> _AVAILABLE DATA_

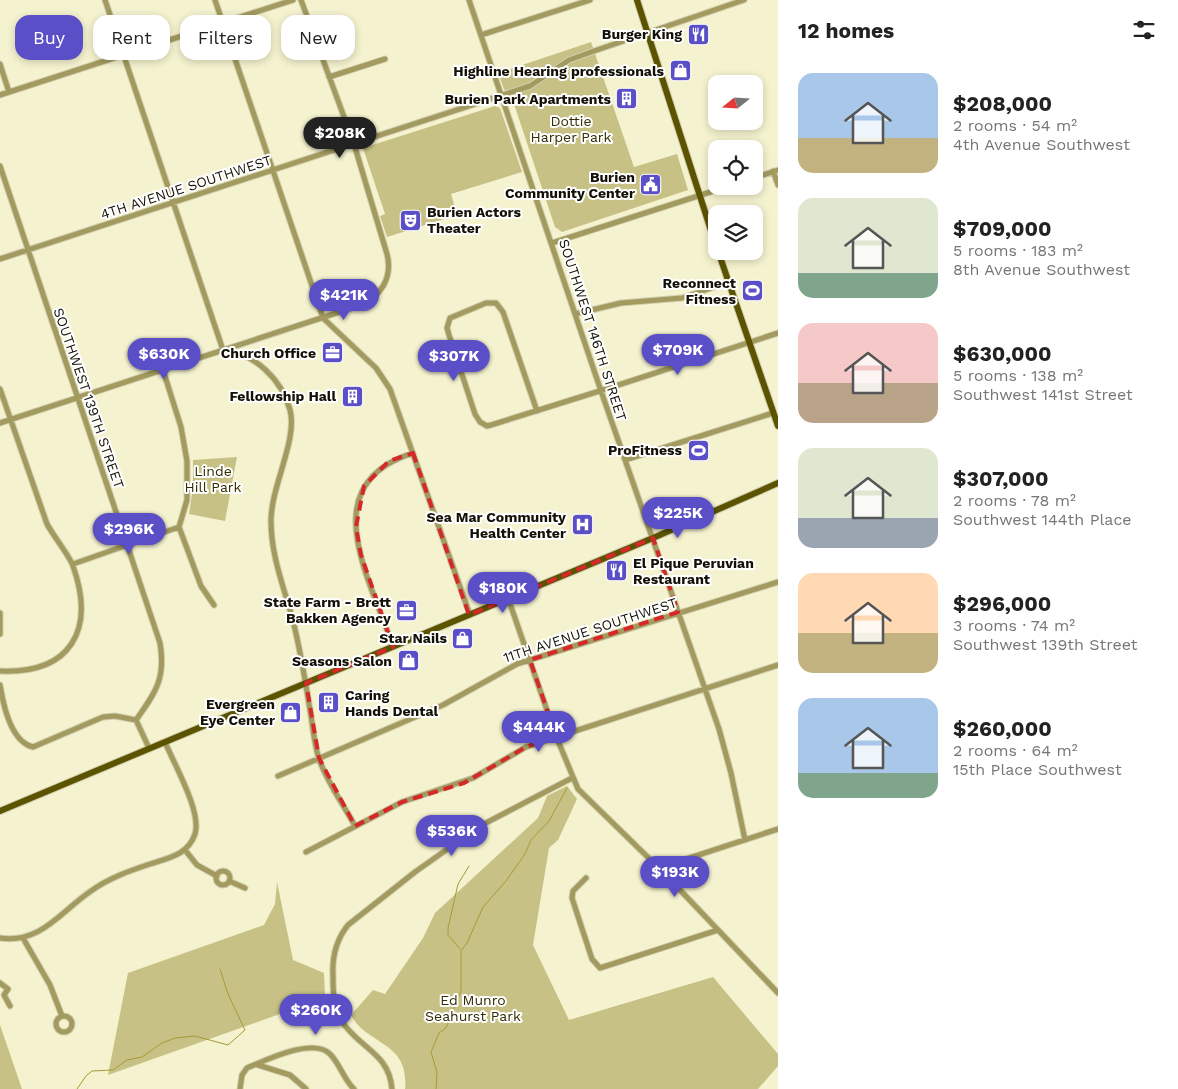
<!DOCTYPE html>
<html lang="en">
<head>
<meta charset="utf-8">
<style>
  :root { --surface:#fff; --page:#f6f6f6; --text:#222; --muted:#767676; --accent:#5b4fc7 }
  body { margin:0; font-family:"Work Sans",sans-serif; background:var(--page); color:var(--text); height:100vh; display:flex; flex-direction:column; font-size:19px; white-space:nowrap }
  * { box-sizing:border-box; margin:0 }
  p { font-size:16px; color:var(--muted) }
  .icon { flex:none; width:28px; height:28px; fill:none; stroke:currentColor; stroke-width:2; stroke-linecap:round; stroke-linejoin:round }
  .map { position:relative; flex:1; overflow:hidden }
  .sheet { display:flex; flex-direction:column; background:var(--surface); width:400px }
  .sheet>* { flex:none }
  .top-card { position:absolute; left:15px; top:15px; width:475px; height:45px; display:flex; gap:10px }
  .needle { width:32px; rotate:252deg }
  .buttons { position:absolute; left:708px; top:75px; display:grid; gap:10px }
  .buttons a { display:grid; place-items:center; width:55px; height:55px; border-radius:10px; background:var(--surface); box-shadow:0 2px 8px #0003; font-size:25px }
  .price { position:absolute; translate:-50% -42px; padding:0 11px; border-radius:18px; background:var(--accent); color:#fff; font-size:16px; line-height:32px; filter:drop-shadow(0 1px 2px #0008) }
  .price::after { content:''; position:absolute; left:50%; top:30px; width:15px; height:11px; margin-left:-8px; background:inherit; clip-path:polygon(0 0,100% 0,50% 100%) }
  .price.active { background:#222; color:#fff }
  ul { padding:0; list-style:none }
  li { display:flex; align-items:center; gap:15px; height:125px; padding:0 20px }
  li span { display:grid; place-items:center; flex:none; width:140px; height:100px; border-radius:15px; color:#555 }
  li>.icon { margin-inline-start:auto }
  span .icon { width:60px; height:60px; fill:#fffc; stroke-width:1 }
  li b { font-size:21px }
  h2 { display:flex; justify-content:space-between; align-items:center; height:60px; padding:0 20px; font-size:21px }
  .pill { padding:0 18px; border-radius:15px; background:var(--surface); box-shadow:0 2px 8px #0003; font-size:18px; line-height:45px }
  .pill.active { background:var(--accent); color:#fff }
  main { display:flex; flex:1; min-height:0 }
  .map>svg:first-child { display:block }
</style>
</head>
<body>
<main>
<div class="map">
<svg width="778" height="1089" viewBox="0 0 778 1089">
  <rect width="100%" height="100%" fill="#f5f2cf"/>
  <path fill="#c8c185" d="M591,42L634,167L677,154L688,190L562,232L555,227L514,104L504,89L498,73Z
    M495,106L500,108L522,172L451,194L457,215L387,237L380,216L385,214L363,148Z
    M237,457L225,521L189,514L193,487V460Z
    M567,786L577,799L558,840L549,848L533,945L569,1020L713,977L778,1054V1066L758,1089H405C410,1041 366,1045 351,1015L373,990L385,994L423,938L435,913L538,818L547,796Z
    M277,882L293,960L324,973L325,998L108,1075L128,973L264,925L275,904Z
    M0,1025L22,1089H0Z"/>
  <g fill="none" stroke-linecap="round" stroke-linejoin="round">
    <path stroke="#a69a36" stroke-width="1" d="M460,949L448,935V928L458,884L469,866
      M77,1089L86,1076L92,1071L113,1070L127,1060L142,1057L162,1043L175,1038L195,1036L228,1045L245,1030L228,994L220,969
      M436,1089L437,1072L431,1052L439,1033L446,1028L461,991V951L467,943L483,907L506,881L525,854L531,840L549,821L567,788"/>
    <defs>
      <path id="minor" d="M105,0L223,350C255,353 282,380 290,410C298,439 271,486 271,521C271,555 283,585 292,617C300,647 305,679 310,710C313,726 314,744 319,759C327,782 343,804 355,826
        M215,0L323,318L376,368L390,389L470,615
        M469,0L601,391L719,729L731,773L745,840
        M481,35L590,0
        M0,64L9,92
        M329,77L385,59
        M0,95L293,0
        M0,166L160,643C166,678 156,692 136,720
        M773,171L778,185
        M754,178L778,170
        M552,243L729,186
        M0,259L530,86L569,60L594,51L744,0
        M575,314L621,303L682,298L729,282
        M163,370L181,427L187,461V500L179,527L201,586L214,605
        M0,389L47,524C54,537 69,555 73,566C96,631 70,674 0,671
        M537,411L503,312L496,303H486L450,318L447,328L449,335L475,414L480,422L487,426L491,425C529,413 568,401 606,389L778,333
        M0,423L358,306C381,297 393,278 387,254L354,144L301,0
        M625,460L773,413
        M73,564L179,527
        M508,598L556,736L578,789L662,871L778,993
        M0,613V634
        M393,647C371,579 312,485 413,453
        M0,685C3,704 11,742 33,747L103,717L115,716L136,720L149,748
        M278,776L443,705L517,664L778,582
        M185,850L197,865L217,876
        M306,852L402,802L473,778L526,747L778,665
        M662,871L677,862L778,829
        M216 878a7 7 0 1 1 14 0a7 7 0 1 1-14 0Z
        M586,878L573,891L572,898L592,959L600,968L718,930
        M229,881L245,888
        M0,938C41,944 61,911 91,891C109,878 129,871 150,864C168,858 188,855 195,834C202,812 174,764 165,742
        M23,938L50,985L62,1016
        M0,983L8,989L4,995L10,1006
        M56 1024a8 8 0 1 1 16 0a8 8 0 1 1-16 0Z
        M258,1065L290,1075L306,1089
        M240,1089L242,1075L247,1068C266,1060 313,1037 330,1054C340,1064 344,1080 354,1089
        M392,1089C389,1052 358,1048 341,1020C333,1006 333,990 333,975C332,956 336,940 348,925L415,872L480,826L572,778"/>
      <path id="major" d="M637,0L716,246
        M718,251L778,426
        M0,811L653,538L778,483"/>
    </defs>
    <use href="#minor" stroke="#d1ceaf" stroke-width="7"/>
    <use href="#major" stroke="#d1ceaf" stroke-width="8"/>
    <use href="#minor" stroke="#a29a5e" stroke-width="5"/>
    <use href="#major" stroke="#5b5300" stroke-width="6"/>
  </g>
  <path fill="none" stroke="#d62828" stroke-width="4" stroke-dasharray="10 6" stroke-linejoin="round" d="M413,453L469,615L653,538L678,612L530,660L556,736L526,747L464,783L402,802L355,826L319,758L306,683L393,647L361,555L356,527L364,486L389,461Z"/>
  <defs>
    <symbol id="restaurant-square" viewBox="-11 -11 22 22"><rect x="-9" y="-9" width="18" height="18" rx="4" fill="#5b4fc7" stroke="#fff"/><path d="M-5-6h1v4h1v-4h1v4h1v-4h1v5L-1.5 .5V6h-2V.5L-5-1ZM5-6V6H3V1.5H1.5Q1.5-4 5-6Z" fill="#fff"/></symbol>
    <symbol id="shop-square" viewBox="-11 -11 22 22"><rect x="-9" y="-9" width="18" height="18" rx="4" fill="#5b4fc7" stroke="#fff"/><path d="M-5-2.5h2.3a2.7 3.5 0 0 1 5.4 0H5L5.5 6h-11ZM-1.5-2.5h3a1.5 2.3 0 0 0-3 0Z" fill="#fff"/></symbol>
    <symbol id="building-square" viewBox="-11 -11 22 22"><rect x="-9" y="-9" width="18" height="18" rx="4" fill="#5b4fc7" stroke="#fff"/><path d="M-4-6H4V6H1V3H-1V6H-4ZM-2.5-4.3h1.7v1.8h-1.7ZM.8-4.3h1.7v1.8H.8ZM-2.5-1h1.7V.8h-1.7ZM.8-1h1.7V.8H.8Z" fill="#fff"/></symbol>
    <symbol id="civic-square" viewBox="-11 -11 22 22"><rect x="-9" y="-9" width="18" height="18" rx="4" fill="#5b4fc7" stroke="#fff"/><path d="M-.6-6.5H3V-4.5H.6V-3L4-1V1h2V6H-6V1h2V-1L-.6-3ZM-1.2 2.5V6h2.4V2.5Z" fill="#fff"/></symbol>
    <symbol id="theatre-square" viewBox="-11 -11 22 22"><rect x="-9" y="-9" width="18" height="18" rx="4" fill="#5b4fc7" stroke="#fff"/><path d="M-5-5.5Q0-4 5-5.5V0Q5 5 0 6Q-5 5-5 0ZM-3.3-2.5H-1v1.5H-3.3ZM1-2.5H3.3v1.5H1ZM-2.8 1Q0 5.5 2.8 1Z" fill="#fff"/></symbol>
    <symbol id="stadium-square" viewBox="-11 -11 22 22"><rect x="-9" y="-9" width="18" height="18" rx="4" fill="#5b4fc7" stroke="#fff"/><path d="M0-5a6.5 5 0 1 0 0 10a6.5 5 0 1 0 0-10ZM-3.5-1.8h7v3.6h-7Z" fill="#fff"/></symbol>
    <symbol id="office-square" viewBox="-11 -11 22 22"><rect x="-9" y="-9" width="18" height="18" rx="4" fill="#5b4fc7" stroke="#fff"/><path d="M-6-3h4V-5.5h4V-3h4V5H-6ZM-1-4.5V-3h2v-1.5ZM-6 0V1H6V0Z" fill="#fff"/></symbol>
    <symbol id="hospital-square" viewBox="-11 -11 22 22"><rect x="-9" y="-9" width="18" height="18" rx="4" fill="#5b4fc7" stroke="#fff"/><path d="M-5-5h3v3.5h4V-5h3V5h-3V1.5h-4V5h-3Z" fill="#fff"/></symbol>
  </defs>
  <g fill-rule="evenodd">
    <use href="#restaurant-square" x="686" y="22" width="25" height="25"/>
    <use href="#shop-square" x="668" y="58" width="25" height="25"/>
    <use href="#building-square" x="614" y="86" width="25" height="25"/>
    <use href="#civic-square" x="638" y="172" width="25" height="25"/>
    <use href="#theatre-square" x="398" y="208" width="25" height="25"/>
    <use href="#stadium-square" x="740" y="278" width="25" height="25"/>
    <use href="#office-square" x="320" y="340" width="25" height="25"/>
    <use href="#building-square" x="340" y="384" width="25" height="25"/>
    <use href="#stadium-square" x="686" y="438" width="25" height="25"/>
    <use href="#hospital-square" x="570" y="512" width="25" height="25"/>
    <use href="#restaurant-square" x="604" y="558" width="25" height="25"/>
    <use href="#office-square" x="394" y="598" width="25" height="25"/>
    <use href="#shop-square" x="450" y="626" width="25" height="25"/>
    <use href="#shop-square" x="396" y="648" width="25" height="25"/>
    <use href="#building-square" x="316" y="690" width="25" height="25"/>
    <use href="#shop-square" x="278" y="700" width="25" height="25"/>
  </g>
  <g text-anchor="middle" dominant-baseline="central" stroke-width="4" stroke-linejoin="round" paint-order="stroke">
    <g font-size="14" font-weight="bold" fill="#131106" stroke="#fff" text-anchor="end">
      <text x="682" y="34">Burger King</text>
      <text x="664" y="71">Highline Hearing professionals</text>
      <text x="611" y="99">Burien Park Apartments</text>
      <text x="635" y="177">Burien<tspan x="635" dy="16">Community Center</tspan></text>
      <text x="427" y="212" text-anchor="start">Burien Actors<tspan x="427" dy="16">Theater</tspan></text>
      <text x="736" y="283">Reconnect<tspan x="736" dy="16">Fitness</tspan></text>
      <text x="316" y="353">Church Office</text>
      <text x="336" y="396">Fellowship Hall</text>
      <text x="682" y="450">ProFitness</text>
      <text x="566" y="517">Sea Mar Community<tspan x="566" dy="16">Health Center</tspan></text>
      <text x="633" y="563" text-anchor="start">El Pique Peruvian<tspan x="633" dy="16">Restaurant</tspan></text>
      <text x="391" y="602">State Farm - Brett<tspan x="391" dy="16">Bakken Agency</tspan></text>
      <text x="447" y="638">Star Nails</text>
      <text x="392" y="661">Seasons Salon</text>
      <text x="345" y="695" text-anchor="start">Caring<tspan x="345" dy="16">Hands Dental</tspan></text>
      <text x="275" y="704">Evergreen<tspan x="275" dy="16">Eye Center</tspan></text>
    </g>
    <g font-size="14" fill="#312c01" stroke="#fff">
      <text x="571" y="121">Dottie<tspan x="571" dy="16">Harper Park</tspan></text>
      <text x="213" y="471">Linde<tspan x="213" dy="16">Hill Park</tspan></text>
      <text x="473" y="1000">Ed Munro<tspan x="473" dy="16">Seahurst Park</tspan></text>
    </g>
    <g font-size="14" fill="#131106" stroke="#fff">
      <text transform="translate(186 187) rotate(-18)">4TH AVENUE SOUTHWEST</text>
      <text transform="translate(593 330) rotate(72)">SOUTHWEST 146TH STREET</text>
      <text transform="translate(89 398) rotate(71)">SOUTHWEST 139TH STREET</text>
      <text transform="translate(590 630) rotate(-18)">11TH AVENUE SOUTHWEST</text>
    </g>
  </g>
</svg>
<div class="buttons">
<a><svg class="needle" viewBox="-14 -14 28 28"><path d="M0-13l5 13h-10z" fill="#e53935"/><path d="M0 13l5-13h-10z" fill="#767676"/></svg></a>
<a><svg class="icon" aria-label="locate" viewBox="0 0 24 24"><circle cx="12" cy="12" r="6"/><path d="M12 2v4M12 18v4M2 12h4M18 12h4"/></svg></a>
<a><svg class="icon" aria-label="layers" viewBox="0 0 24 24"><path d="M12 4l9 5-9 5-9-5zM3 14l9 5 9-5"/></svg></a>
</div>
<b class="price active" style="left:340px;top:159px">$208K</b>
<b class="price" style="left:344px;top:321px">$421K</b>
<b class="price" style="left:678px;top:376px">$709K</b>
<b class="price" style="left:164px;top:380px">$630K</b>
<b class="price" style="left:454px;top:382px">$307K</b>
<b class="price" style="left:678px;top:539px">$225K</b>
<b class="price" style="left:129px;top:555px">$296K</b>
<b class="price" style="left:503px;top:614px">$180K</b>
<b class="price" style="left:539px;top:753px">$444K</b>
<b class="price" style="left:452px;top:857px">$536K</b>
<b class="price" style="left:675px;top:898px">$193K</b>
<b class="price" style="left:316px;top:1036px">$260K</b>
<div class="top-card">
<a class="pill active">Buy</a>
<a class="pill">Rent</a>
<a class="pill">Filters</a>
<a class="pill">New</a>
</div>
</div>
<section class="sheet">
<h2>12 homes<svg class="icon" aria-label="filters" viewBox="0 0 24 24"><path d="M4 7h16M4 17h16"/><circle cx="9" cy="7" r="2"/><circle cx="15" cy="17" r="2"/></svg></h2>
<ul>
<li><span style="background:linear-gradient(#a9c7e8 65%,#c2b280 0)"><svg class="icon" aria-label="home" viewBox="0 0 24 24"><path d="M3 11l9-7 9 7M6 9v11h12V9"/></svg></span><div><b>$208,000</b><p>2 rooms · 54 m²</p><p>4th Avenue Southwest</p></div></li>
<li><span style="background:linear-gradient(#dfe7d0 75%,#7fa58c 0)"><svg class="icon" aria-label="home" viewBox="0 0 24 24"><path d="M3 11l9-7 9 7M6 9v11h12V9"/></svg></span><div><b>$709,000</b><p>5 rooms · 183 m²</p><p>8th Avenue Southwest</p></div></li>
<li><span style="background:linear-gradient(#f6c9c9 60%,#b9a48a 0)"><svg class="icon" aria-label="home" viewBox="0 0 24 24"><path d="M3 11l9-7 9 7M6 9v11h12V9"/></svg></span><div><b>$630,000</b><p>5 rooms · 138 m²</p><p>Southwest 141st Street</p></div></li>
<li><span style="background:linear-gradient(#dfe7d0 70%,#9aa5b1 0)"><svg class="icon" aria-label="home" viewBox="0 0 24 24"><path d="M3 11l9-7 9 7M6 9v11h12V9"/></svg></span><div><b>$307,000</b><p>2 rooms · 78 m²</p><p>Southwest 144th Place</p></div></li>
<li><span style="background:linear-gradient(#ffd9b3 60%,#c2b280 0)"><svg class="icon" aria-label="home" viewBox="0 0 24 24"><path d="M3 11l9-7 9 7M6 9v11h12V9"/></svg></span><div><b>$296,000</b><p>3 rooms · 74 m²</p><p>Southwest 139th Street</p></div></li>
<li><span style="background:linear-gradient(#a9c7e8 75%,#7fa58c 0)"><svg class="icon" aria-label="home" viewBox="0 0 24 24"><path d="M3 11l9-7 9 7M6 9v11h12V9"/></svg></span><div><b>$260,000</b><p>2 rooms · 64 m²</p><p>15th Place Southwest</p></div></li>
</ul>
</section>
</main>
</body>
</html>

> _EXERCISE PROMPT_
The answer must consist of every line in the records above that contains the word "body".

> _EXERCISE OUTPUT_
  body { margin:0; font-family:"Work Sans",sans-serif; background:var(--page); color:var(--text); height:100vh; display:flex; flex-direction:column; font-size:19px; white-space:nowrap }
<body>
</body>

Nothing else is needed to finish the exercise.